Creepy Crawly Crime (Joey Fly, Private Eye #1) (Paperback)
Square Fish, 9780805087864, 96pp.
Publication Date: April 14, 2009
Have you ever had one of those moments? You know—you're trying to find a stolen diamond pencil box for your beautiful butterfly customer, your mosquito witness won't give you any information, and your clumsy scorpion assistant has just tampered with your only bit of evidence?
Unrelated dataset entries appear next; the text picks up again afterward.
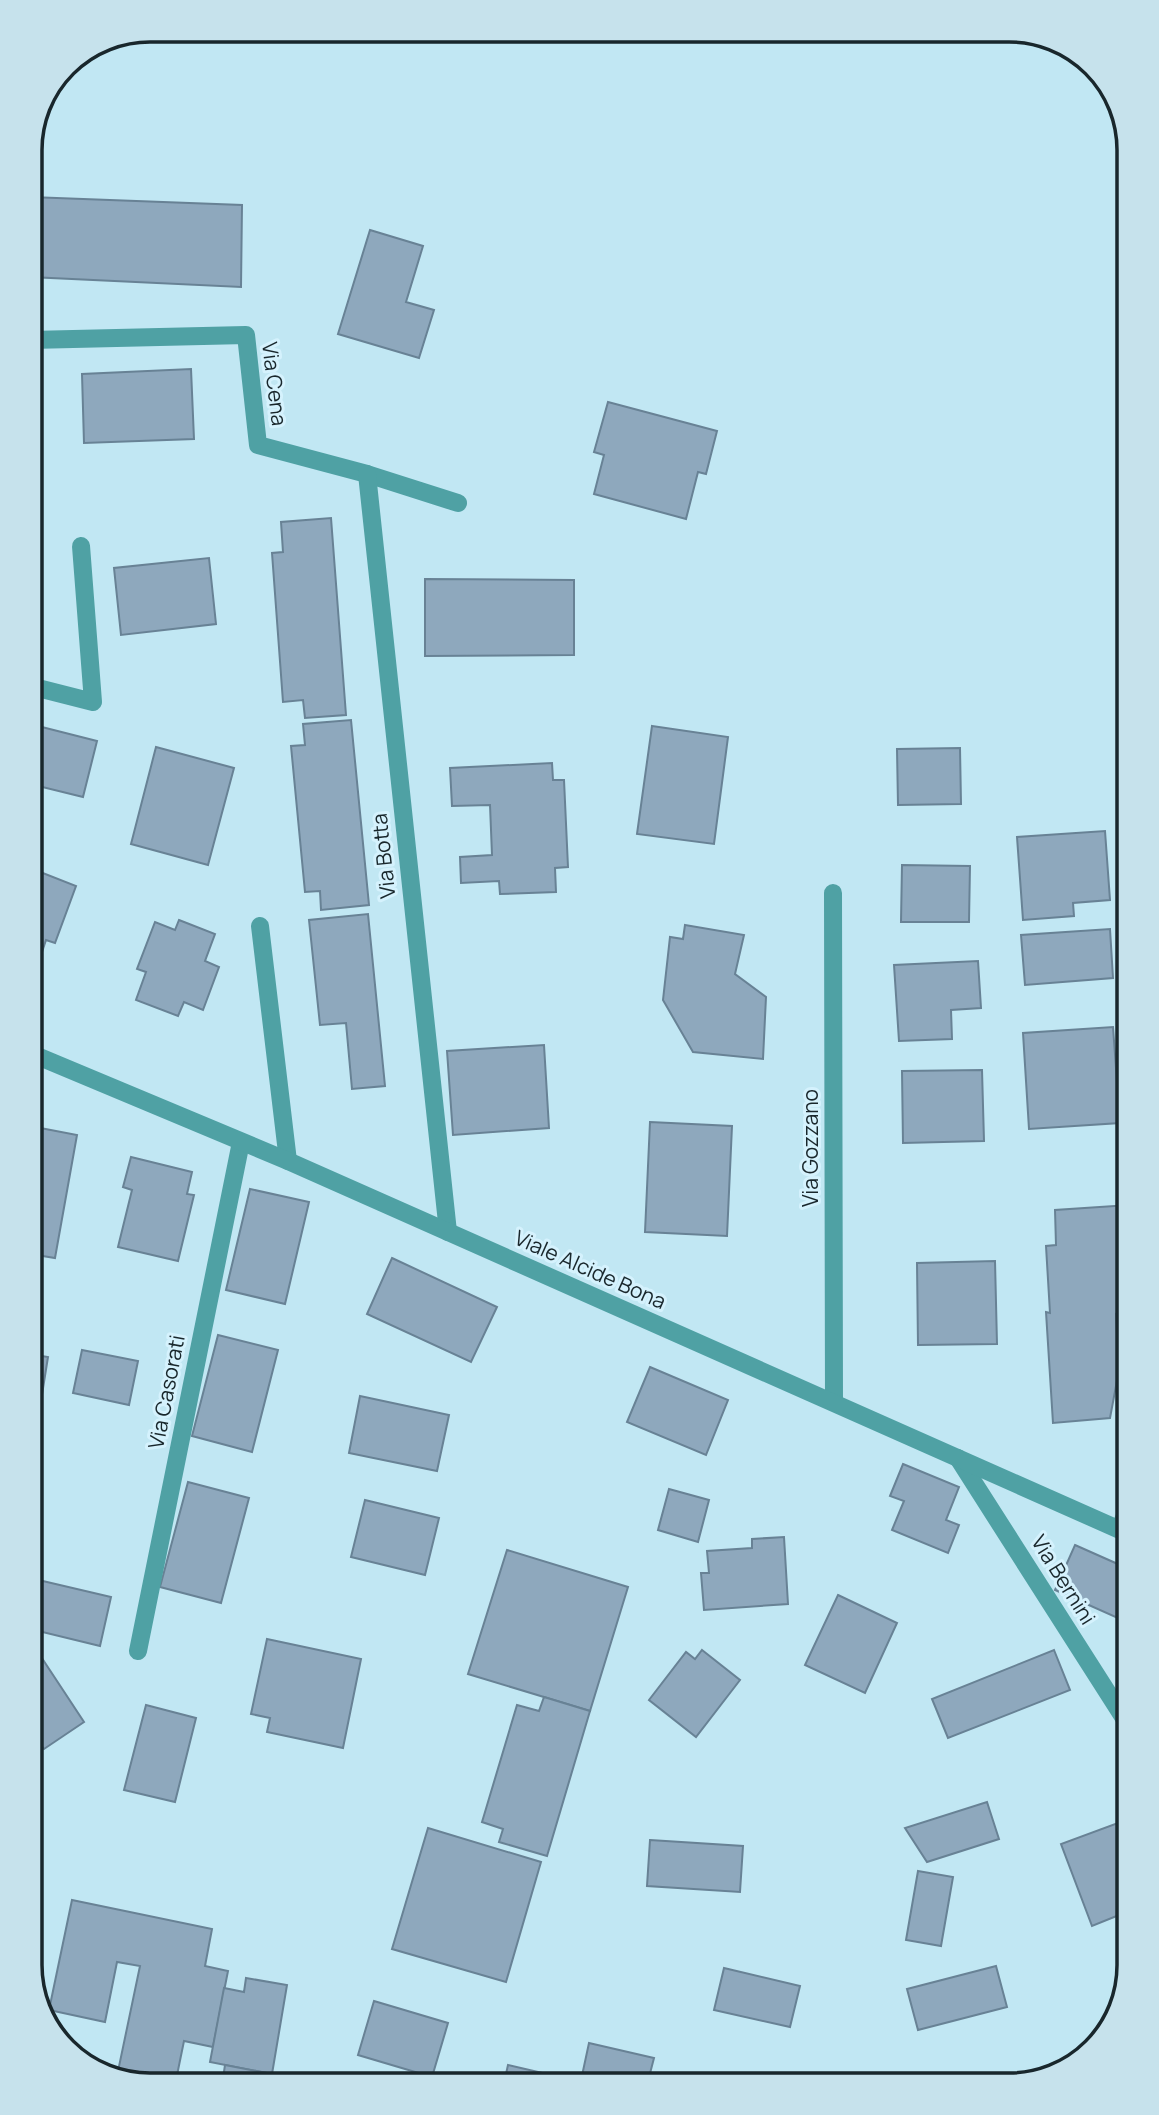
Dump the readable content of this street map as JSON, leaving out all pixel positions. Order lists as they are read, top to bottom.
{
  "streets": {
    "street": [
      "Via Cena",
      "Via Botta",
      "Via Gozzano",
      "Viale Alcide Bona",
      "Via Casorati",
      "Via Bernini"
    ]
  },
  "crossings": [
    ["Via Cena", "Via Botta"],
    ["Via Botta", "Viale Alcide Bona"],
    ["Via Gozzano", "Viale Alcide Bona"],
    ["Viale Alcide Bona", "Via Casorati"],
    ["Viale Alcide Bona", "Via Bernini"]
  ]
}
Joey Fly has those moments a lot. In fact, he's probably having one right now. But that won't stop him from solving the mystery in Creepy Crawly Crime, his fantastic first graphic novel!
About the Author
Neil Numberman is okay with flies and ladybugs, but he’s deathly afraid of cockroaches. He graduated from the MFA illustration program at the School of Visual Arts and lives in Manhattan. He is the illustrator of Creepy Crawly Crime by Aaron Reynolds.
Praise For Creepy Crawly Crime (Joey Fly, Private Eye #1)…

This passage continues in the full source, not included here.